From here, we head off in search of the East End. Of course, if we really wanted to go there we'd probably need to go as far as Thetford in Essex, where most of the genuine cockneys were shipped years ago. Spitalfields and the area around Brick Lane are still interesting to visit, though, especially on a Sunday when the markets are in full swing. It's a happy mixture of arty boutique stores, cutting edge bars, Bangladeshi shops and restaurants and people selling their old clothes. There's a genuine life and character to the area, so rare in London these days. Though it's not what it once was before much of the place was swallowed up by the bland corporate money spreading from the city.

I try to show my kids Hawksmoor's beautiful Christ Church in Spitalfields (underneath which James boards a secret pneumatic railway in the book), a real East End landmark, but they are more interested in buying toy guns. As the writer of James Bond books, I can hardly argue.

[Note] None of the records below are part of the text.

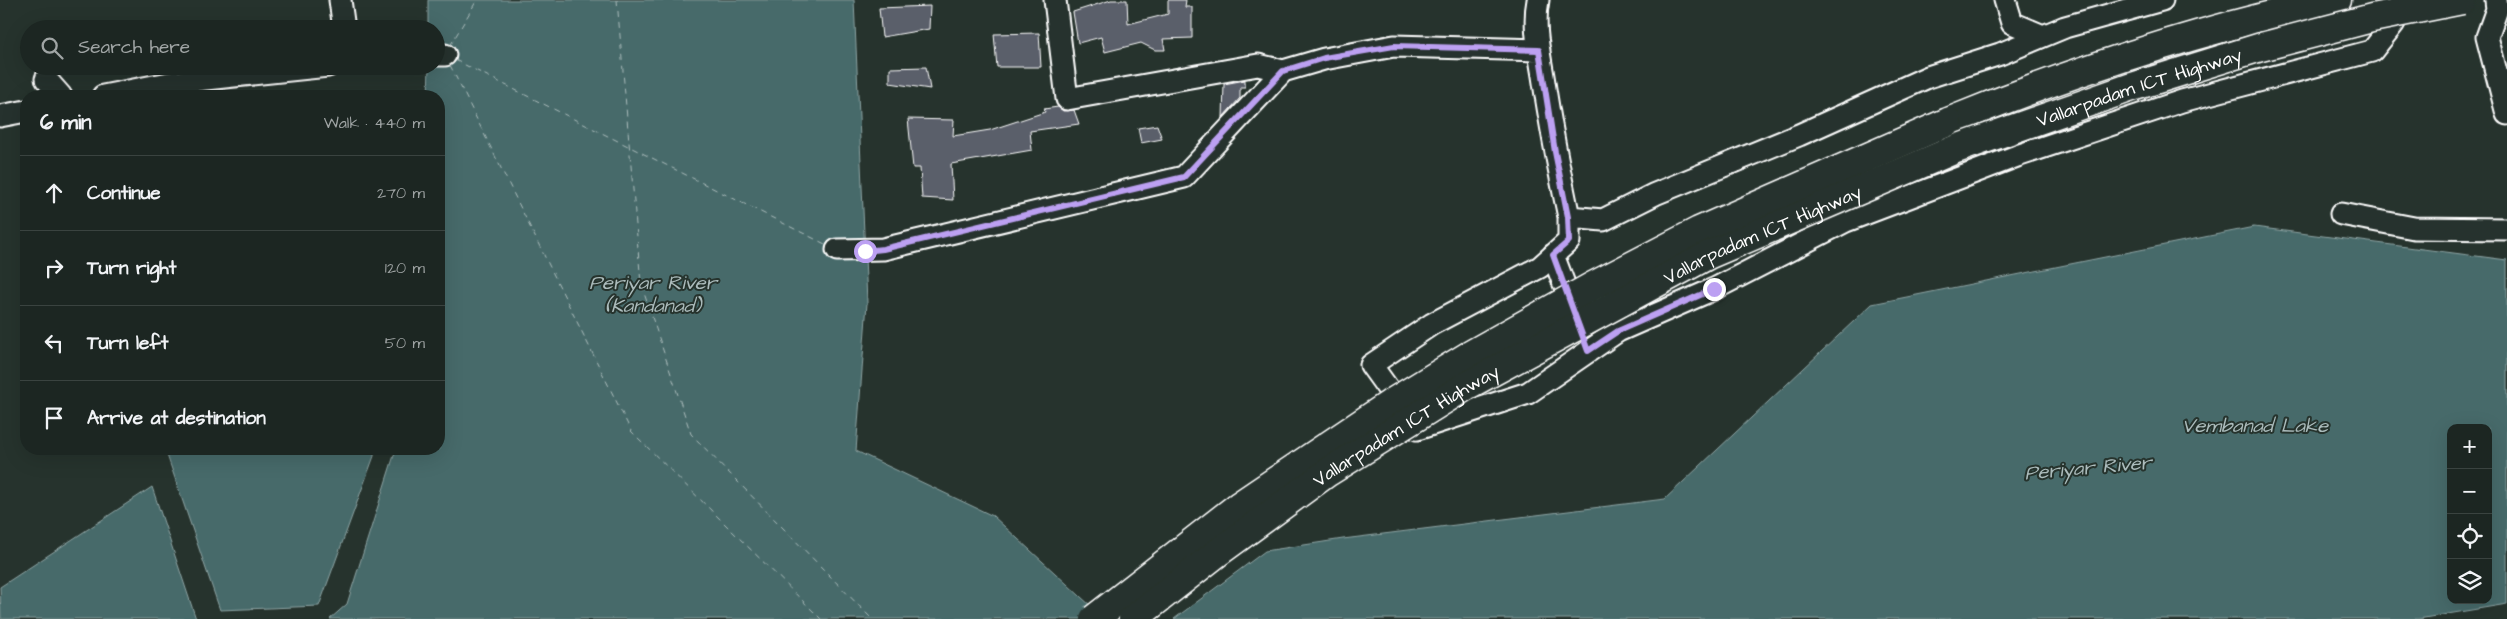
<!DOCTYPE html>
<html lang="en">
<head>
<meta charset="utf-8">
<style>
	body { margin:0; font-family:"Architects Daughter",sans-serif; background:#29322f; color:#f1f3f6 }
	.controls { position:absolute; right:15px; bottom:15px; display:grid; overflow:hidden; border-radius:10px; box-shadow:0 5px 20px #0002 }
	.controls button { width:45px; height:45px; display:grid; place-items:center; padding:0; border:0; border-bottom:1px solid #3a4340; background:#1c2622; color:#f1f3f6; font:25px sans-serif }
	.stop { position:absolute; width:15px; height:15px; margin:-11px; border:4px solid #bca0f2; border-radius:50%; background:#fff }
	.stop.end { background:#bca0f2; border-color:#fff; box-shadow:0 1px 5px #0008 }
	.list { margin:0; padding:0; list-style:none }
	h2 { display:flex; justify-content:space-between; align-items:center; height:65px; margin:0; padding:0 20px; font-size:21px }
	h2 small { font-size:16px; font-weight:400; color:#a0a5a5 }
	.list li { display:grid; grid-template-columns:32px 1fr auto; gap:15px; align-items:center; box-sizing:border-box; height:75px; padding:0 20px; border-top:1px solid #3a4340 }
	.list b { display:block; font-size:19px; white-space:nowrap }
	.list em { font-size:16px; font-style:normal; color:#a0a5a5 }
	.icon { flex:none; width:28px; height:28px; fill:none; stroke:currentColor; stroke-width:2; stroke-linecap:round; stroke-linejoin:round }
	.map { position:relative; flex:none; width:2507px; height:619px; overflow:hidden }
	.search { position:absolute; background:#1c2622; box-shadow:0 5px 20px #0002; left:20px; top:20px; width:425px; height:55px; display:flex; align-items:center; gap:12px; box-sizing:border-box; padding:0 18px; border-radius:28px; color:#a0a5a5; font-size:19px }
	.panel { position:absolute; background:#1c2622; box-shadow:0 5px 20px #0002; left:20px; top:90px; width:425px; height:365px; border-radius:20px }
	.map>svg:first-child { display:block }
</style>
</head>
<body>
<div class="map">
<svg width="2507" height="619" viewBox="0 0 2507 619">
	<rect width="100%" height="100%" fill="#26332d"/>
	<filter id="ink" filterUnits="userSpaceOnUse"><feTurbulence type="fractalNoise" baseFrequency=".02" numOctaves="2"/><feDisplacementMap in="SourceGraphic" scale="10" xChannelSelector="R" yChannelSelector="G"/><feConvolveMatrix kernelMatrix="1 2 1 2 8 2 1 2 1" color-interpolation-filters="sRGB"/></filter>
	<g filter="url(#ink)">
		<!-- water -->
		<path fill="#466a6a" stroke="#90a6a6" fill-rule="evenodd" d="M428,0H854L867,303L856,451L993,516L1105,619H330L347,604L396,449H439V96H428L429,66H436V29H428Z
			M2254,227L2507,260V604L2418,619H1174L1265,551L1343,539L1665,499L1872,304ZM2451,428H2488V600H2451Z
			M165,449H374V456L319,606L220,610Z
			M152,487L196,619H1L0,587Z"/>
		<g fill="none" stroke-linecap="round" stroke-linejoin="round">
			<!-- ferry -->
			<path stroke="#acbcbc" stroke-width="1" stroke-dasharray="6 5" stroke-linecap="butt" d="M617,0L641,284L691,434L872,619
				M450,46L477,0
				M455,60L827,245
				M450,65L631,431L821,619"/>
		</g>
		<!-- building -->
		<path fill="#5a5e6b" stroke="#fff" d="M1111,0H1127L1128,24L1168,14V0H1186L1185,7H1192V38L1163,39L1165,50H1155L1141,43L1105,52L1101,37L1078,43L1073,12Z
			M930,6L929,29L882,37L879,8Z
			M1039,33L1041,67H997L994,34Z
			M926,67L930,89L890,83V68Z
			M1245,80V87H1240V98L1223,117L1224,84Z
			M1058,107L1063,111L1074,110L1079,124L1030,131L1032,150L951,164L953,200L922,198L920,168H913L908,119L954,120L953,136L990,130L1045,112L1044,109Z
			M1157,125L1162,139L1141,143L1138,128Z"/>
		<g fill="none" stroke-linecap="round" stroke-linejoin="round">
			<!-- street casing -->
			<g stroke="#fff" stroke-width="25">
				<path id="street" d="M340,0L344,29
					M1055,0L1067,99L1258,65L1283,71
					M1538,0C1533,25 1539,51 1543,76C1550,123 1559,170 1569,217L1603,220L1655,194L1799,135L1928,77L2000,54L2065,27L2162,0
					M2005,0L2012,23L2043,36
					M2496,0L2497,9L2487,37L2507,114
					M436,55H445
					M46,79L61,96
					M103,96L169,83L328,66
					M0,116L26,111
					M2341,214L2414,228L2507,229
					M1569,217V241L1540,267L1432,324L1371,365L1417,429L1528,393L1618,331L1714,289L1846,221L2017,156L2182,101L2372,51L2394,23L2391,0
					M837,250L883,249L1184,177L1283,71L1324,59L1394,46L1539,50
					M1553,255L1575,313"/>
			</g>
			<!-- highway casing -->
			<g stroke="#fff" stroke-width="31">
				<path id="highway" d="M1948,122C2075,70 2204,28 2337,0"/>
			</g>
			<!-- street -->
			<use href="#street" stroke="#26332d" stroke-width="21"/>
			<!-- highway -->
			<use href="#highway" stroke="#26332d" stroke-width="28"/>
			<!-- highway-bridge casing -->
			<g stroke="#fff" stroke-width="31" stroke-linecap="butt">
				<g id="highway-bridge">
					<path d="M1094,619L1240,505L1390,404L1470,355L1593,286L1699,231L1948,122"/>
					<path id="s1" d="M1133,619L1217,553L1328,472L1466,386L1708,255L1956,149L2132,87L2261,47L2372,18L2462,0"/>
				</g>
			</g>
			<!-- highway-bridge -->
			<use href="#highway-bridge" stroke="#26332d" stroke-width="28"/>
		</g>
	</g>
	<g fill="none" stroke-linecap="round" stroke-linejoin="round" filter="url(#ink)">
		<!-- route -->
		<path stroke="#bca0f2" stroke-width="6" d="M865,251L883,249L1184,177L1283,71L1324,58L1394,46L1539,50L1555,152L1568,217L1569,241L1553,255L1588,351L1618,331L1714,289"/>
	</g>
	<g text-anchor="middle" stroke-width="4" stroke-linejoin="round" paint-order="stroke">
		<!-- street labels -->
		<g font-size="19" fill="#fff" stroke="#26332d">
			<text dy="7" stroke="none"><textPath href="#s1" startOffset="1145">Vallarpadam ICT Highway</textPath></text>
			<text dy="7" stroke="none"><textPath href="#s1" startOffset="740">Vallarpadam ICT Highway</textPath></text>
			<text dy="7" stroke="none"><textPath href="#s1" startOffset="335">Vallarpadam ICT Highway</textPath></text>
		</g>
		<!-- water labels -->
		<g font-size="20" font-style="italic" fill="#acbcbc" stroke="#26332d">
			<text x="653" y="289">Periyar River<tspan x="653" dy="23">(Kandanad)</tspan></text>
			<text x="2255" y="432">Vembanad Lake</text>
			<text transform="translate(2088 467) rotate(-5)" y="7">Periyar River</text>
		</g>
	</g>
</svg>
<div class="controls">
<button>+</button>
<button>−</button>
<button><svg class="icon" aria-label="locate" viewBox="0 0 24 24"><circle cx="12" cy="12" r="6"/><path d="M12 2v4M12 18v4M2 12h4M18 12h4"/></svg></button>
<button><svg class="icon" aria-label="layers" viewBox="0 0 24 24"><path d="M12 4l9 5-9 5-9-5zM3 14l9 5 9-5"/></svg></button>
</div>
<div class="stop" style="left:865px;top:251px"></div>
<div class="stop end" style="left:1714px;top:289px"></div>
<div class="search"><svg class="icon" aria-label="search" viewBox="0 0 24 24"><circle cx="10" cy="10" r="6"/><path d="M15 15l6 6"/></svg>Search here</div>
<section class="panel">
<h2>6 min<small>Walk · 440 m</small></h2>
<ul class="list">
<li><svg class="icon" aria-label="ahead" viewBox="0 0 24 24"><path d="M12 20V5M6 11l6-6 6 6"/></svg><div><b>Continue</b></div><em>270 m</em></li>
<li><svg class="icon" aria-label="right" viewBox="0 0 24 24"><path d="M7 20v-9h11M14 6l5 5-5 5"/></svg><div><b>Turn right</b></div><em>120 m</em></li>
<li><svg class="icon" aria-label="left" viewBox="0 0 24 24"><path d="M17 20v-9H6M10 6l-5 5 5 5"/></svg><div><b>Turn left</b></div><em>50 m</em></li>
<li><svg class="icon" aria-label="arrive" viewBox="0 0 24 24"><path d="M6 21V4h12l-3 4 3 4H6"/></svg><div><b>Arrive at destination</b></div></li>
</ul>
</section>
</div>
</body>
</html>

We stop for lunch in the fantastic Arkansas Café (Unit 12, Spitalfields Market, 107b Commercial St), where Bubba, the American owner, prepares authentic smokehouse cooking. In his funky wooden shack he serves the best ribs, burgers and barbecue chicken in London. Like so much else that is good around here, though, he will be soon be forced out, so go while you can.

From nearby Tower Bridge, we get the Docklands Light Railway to Canary Wharf. Arriving on this diddy electric train at the mirage that is the new Docklands is a totally Disney World experience. You arrive at this unreal shiny little modern city sitting there in the middle of nowhere. They used to say you could walk from one side of the Thames to the other across the decks of moored ships, now you'd probably be run down by a banker on a jetski. Whatever, it's an exciting place to stroll around and the excellent Museum in Docklands (West India Quay, admission £5, under 16s free) gives you some idea of what the area used to be like, with the aid of some atmospheric reconstructions and a few well-chosen exhibits.